It’s not that it’s entirely unique in addressing the failings of the American medical system – but, rather than it being the Act 4 obstacle in occasional episodes, the damage wrought by the profit-seeking motive is an inalienable fact of The Resident’s status quo. That’s what sets it apart, and why I’m still watching; if nothing else, I’m curious about where exactly it’s going to go. There’s a sense that the show is grappling with a problem it’ll never solve, albeit for obvious reasons; I can’t imagine any of the characters ever leaving to become universal healthcare lobbyists, or The Resident ever breaking with reality by depicting the sweeping reforms needed to resolve its central obsession.

So, this is an article that had a little bit of an interesting journey to it.

As I outline at the start of this piece, my plan initially was to liken The Resident to House, given the show itself seemed to beg such a comparison. Essentially, I was going to write a sister article to my earlier piece on how The Good Doctor moves on from House – discussing all the ays in which The Resident doesn’t, and how it struggles to do anything interesting with the ‘abrasive medical antihero’ format even as it tried to deconstruct it.

However! The people working on The Resident clearly realised there were some flaws with the pilot, and shifted focus to move the show in a different direction, meaning The Resident became something a little weirder: a medical show that openly hates the American medicine industry. It still wasn’t very good, and had a lot of weird stuff going on (the finale, because I ended up watching it for that long, had a very eek line about how doctors are the same as cops) but it was, as I said, weirdly captivating.

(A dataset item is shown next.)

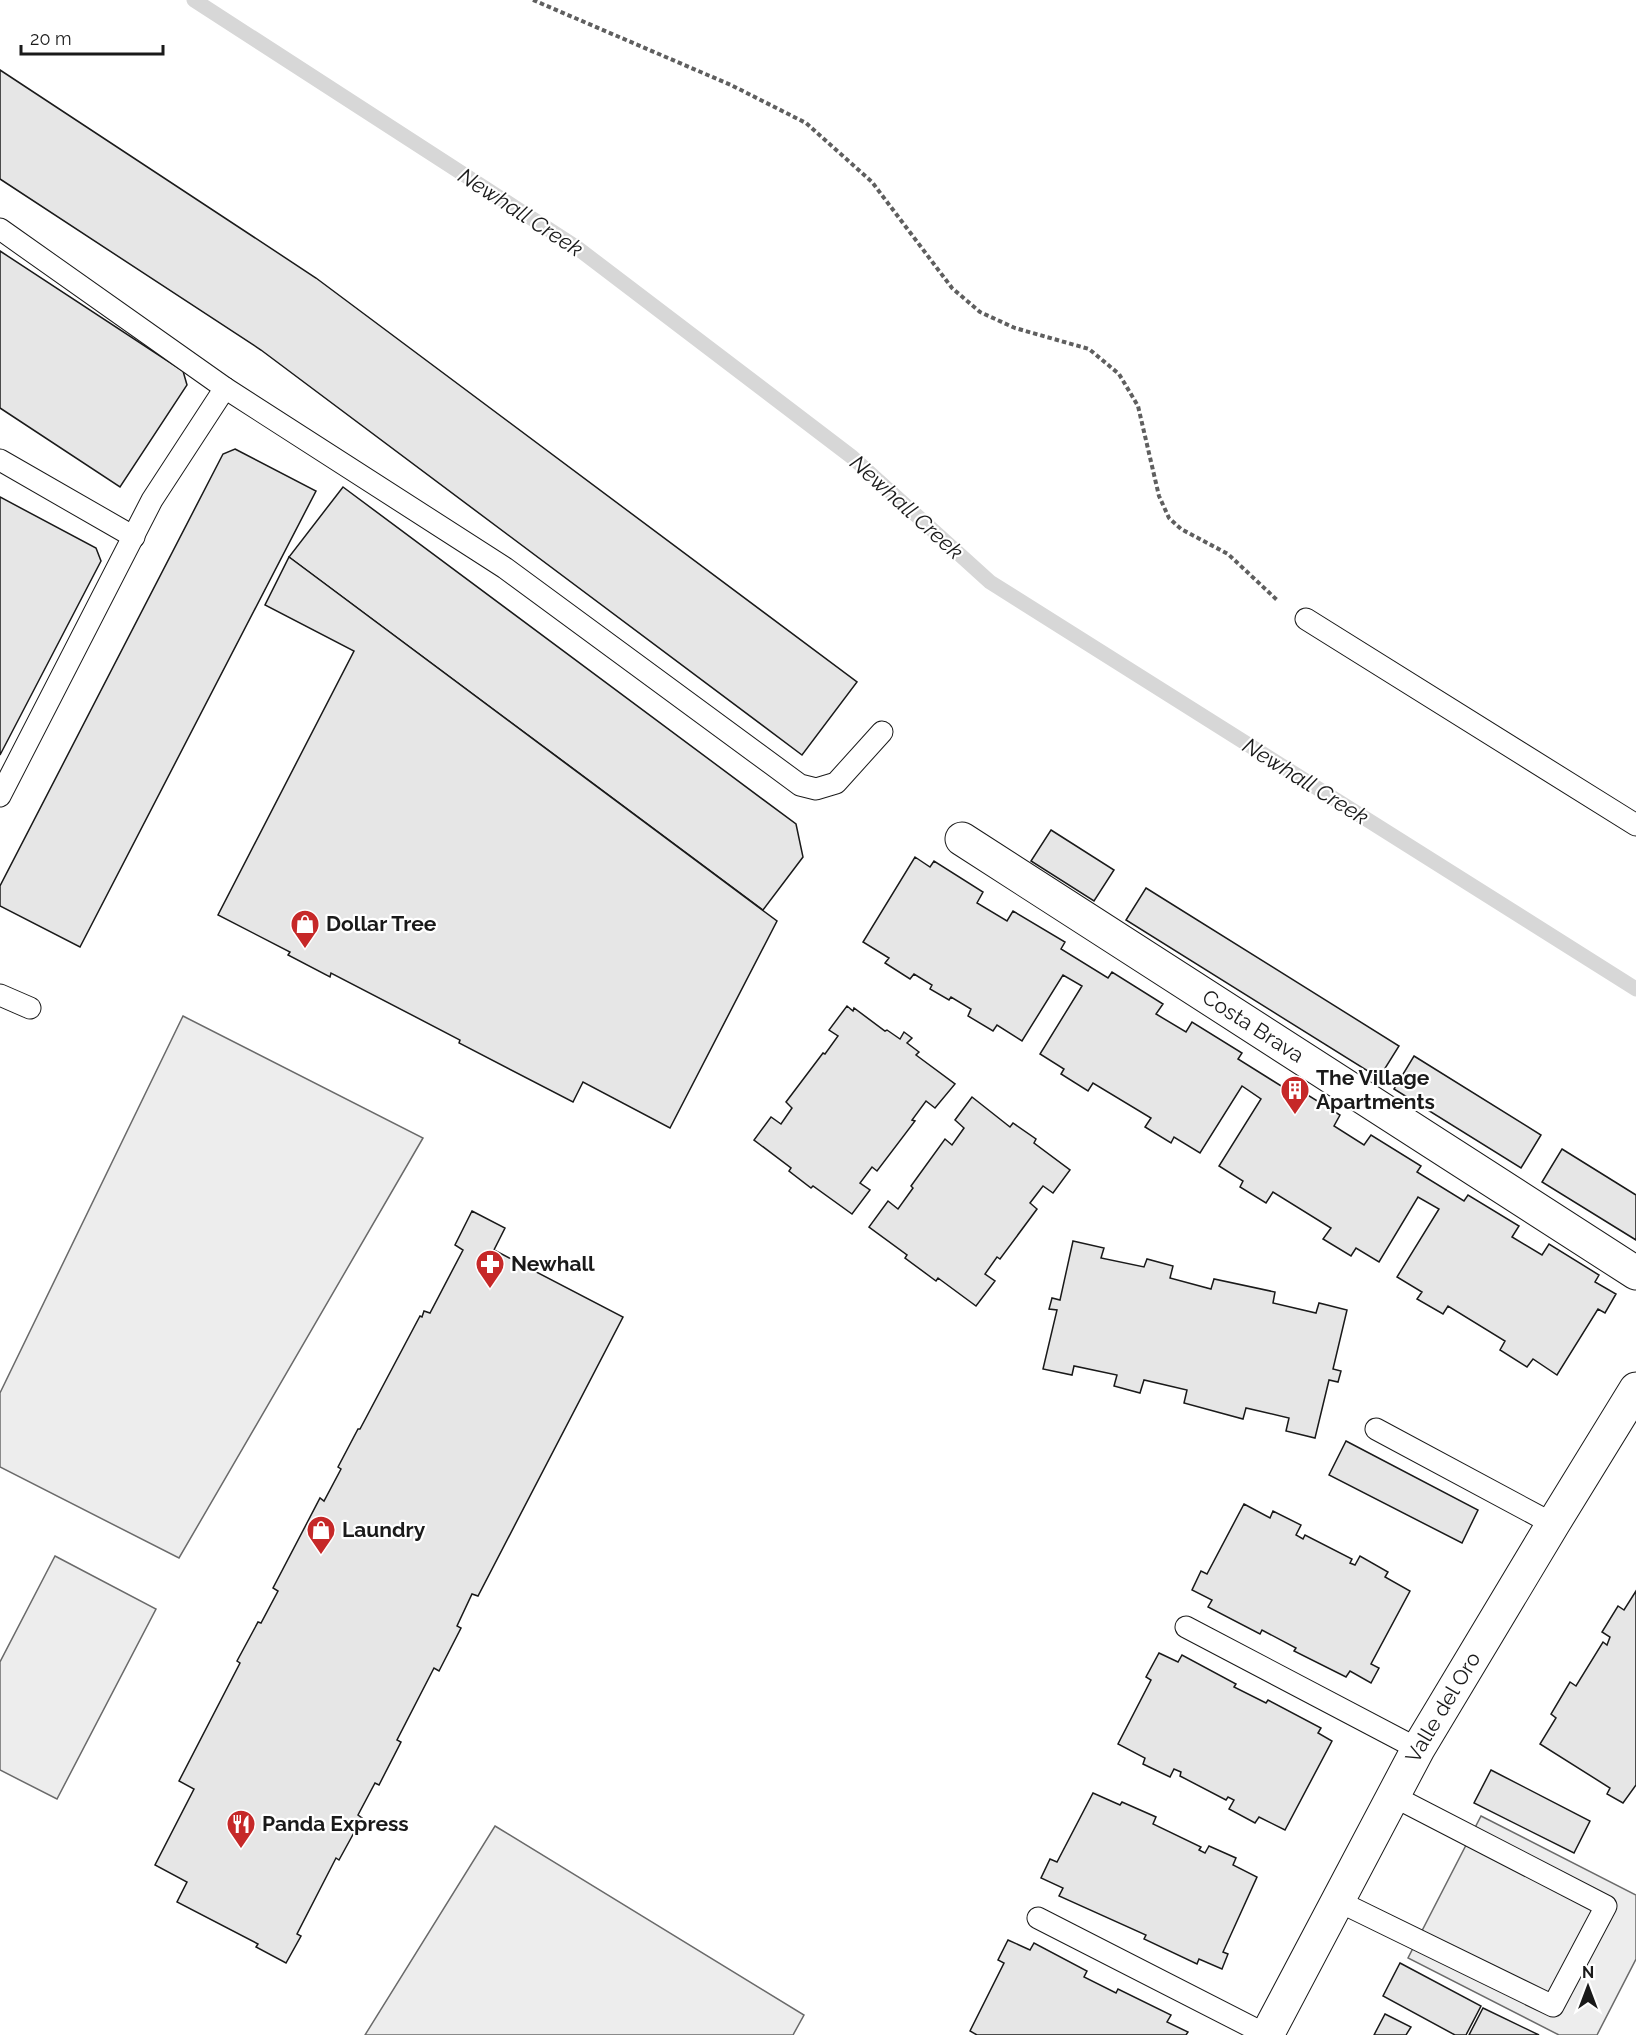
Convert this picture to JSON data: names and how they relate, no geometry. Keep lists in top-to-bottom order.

What you might also notice about this piece is that it’s in first person, which isn’t something I typically do with this type of article. (I do do it with reviews, though this isn’t the time to explain my internal review vs article distinction.) Mostly I just wanted to try somethign a little new. I’m not convinced it… not that it didn’t work, but I suppose more that it didn’t really make a difference. Which is either a good thing or a bad thing, because I don’t quite remember what the idfference I wanted it to make was, if indeed there was any.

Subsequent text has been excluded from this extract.